Ecrit par Gilles Banderier 12.12.22 dans La Une Livres, Les Livres, Critiques, Essais, Classiques Garnier

Croire aux vampires au Siècle des Lumières, Entre savoir et fiction, Stella Louis, Classiques Garnier, mai 2022, 268 pages, 32 €

Edition: Classiques Garnier

Croire aux vampires au Siècle des Lumières, Entre savoir et fiction, Stella Louis (par Gilles Banderier)

 

Montaigne, le sage, le pondéré et l’érudit Montaigne, fut le témoin effaré de la chasse aux sorcières (un phénomène qui, contrairement aux idées reçues, ne remonte pas au Moyen Âge), une forme tragique d’hystérie collective qui apparut et s’éteignit d’elle-même, sans que l’on sache pourquoi. Les Essais furent contemporains de la Démonomanie des sorciers de Jean Bodin et de la Démonolâtrie de Nicolas Remy, un juge lorrain dont on aimerait dire qu’il fut à moitié fou, car cela lui fournirait au moins une circonstance atténuante. Au Siècle dit des « Lumières », Voltaire et Rousseau furent les témoins consternés d’une autre forme de psychose collective qui, cette fois, demeura limitée à l’Europe de l’Est et n’affecta pas la France : la croyance selon laquelle des morts pouvaient sortir de leurs tombes pour revenir tourmenter les vivants. Il ne s’agissait pas, si l’on ose s’exprimer ainsi, de banales histoires de fantômes ou de spectres apparaissant aux heures indues, mais de revenants dotés d’un corps matériel, quoique dégradé par leur séjour sous terre.

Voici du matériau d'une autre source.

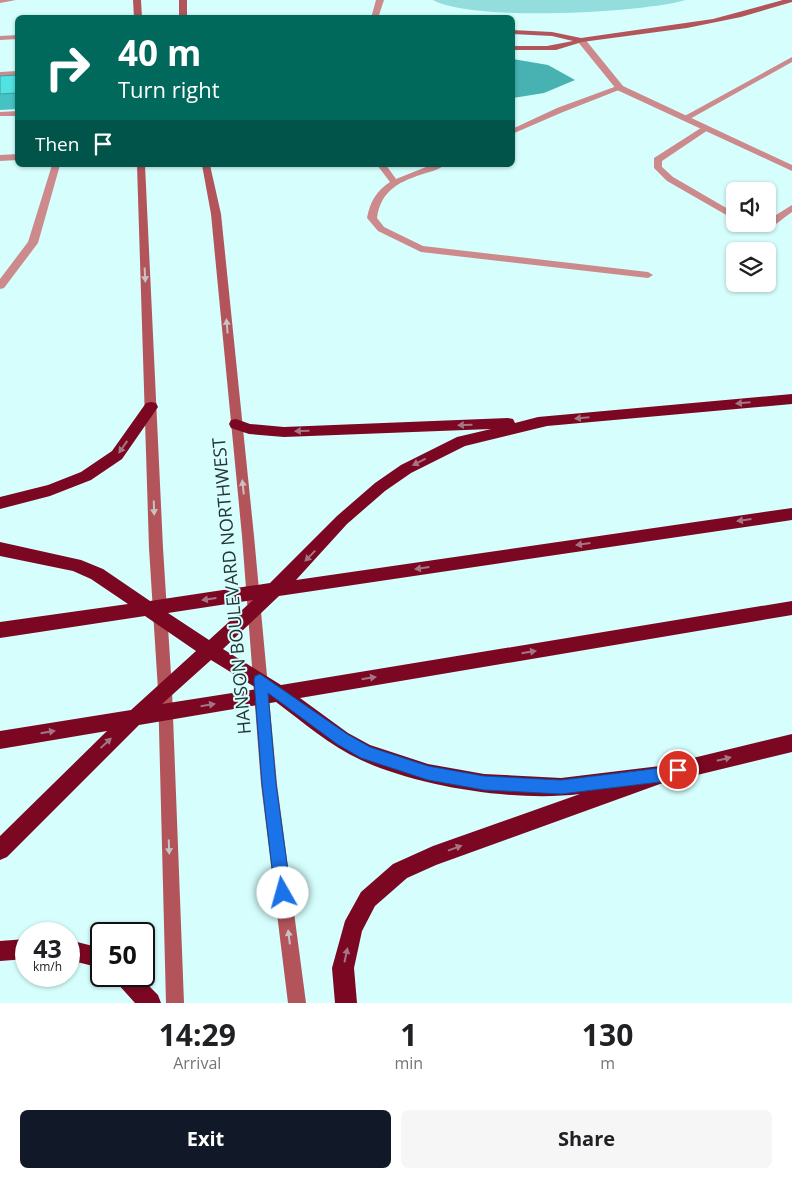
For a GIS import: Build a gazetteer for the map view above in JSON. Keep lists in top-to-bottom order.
{
  "streets": {
    "main road": ["HANSON BOULEVARD NORTHWEST"]
  },
  "page": {
    "turn": ["40 m", "Turn right"],
    "then": "Then",
    "speed": "43 km/h",
    "limit": "50",
    "eta": [
      "14:29",
      "Arrival",
      "1",
      "min",
      "130",
      "m"
    ],
    "buttons": ["Exit", "Share"]
  }
}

Ils furent signalés dans toute l’Europe orientale, de la Pologne et l’actuelle Ukraine jusqu’à la péninsule balkanique, récemment affranchie du joug turc (les abondantes archives ottomanes signalent-elles des cas de vampirisme ?). La presse périodique des années 1690-1730 en parla, mais (pour une fois) le bon sens prévalut et ces revenants furent renvoyés à la catégorie des terreurs sans fondement.

Comme l’a bien noté Stella Louis, le texte-pivot qui expédia les vampires parmi les contes de fées fut écrit par un érudit du tout premier ordre, un fils de saint Benoît, dom Augustin Calmet (1672-1757), dont Voltaire – qui séjourna trois semaines en son abbaye de Senones – possédait et avait annoté presque tous les livres. Doté d’une phénoménale capacité de travail et d’une érudition panoramique, dom Calmet avait tout lu, des textes bibliques (naturellement) aux rapports les plus récents qui, nominalement signés par des médecins et des officiers, offraient pourtant, en apparence, toutes les garanties de l’authenticité. Dom Calmet ne s’est d’ailleurs pas privé de rapprocher le « vampirisme » de la chasse aux sorcières : « Sur la fin du siècle seizième et au commencement du dix-septième, on ne parlait en Lorraine que de sorciers et de sorcières. Il n’en est plus question depuis longtemps » (Traité sur les Apparitions, éd. de 1751, p.IV). Mais, dans la première édition de son livre, attentif à rassembler toute la matière disponible, l’abbé de Senones n’avait pas conclu aussi vigoureusement qu’il aurait dû le faire à l’inexistence des vampires et un malentendu s’installa (Voltaire ne fit rien pour le dissiper). Les éditions suivantes du Traité sur les Apparitions permirent une mise au point, soulignant que les vampires n’existaient pas parce que, dans le cadre de pensée qui est celui de dom Calmet (la théologie catholique), ils n’ont pas le droit d’exister, les rapports venus d’Europe de l’Est ressemblant à des parodies grotesques de la résurrection des corps (un article central du dogme chrétien). Compte-tenu de l’affaiblissement de ce cadre de pensée, il n’est peut-être pas étonnant que les vampires (auxquels plus personne ne croyait après 1760) soient revenus au siècle suivant grâce à la fiction romanesque. Il n’en reste pas moins que le vampire est un être de discours, qui n’existe que par ce qu’on raconte à son sujet, comme le fameux couteau de Lichtenberg.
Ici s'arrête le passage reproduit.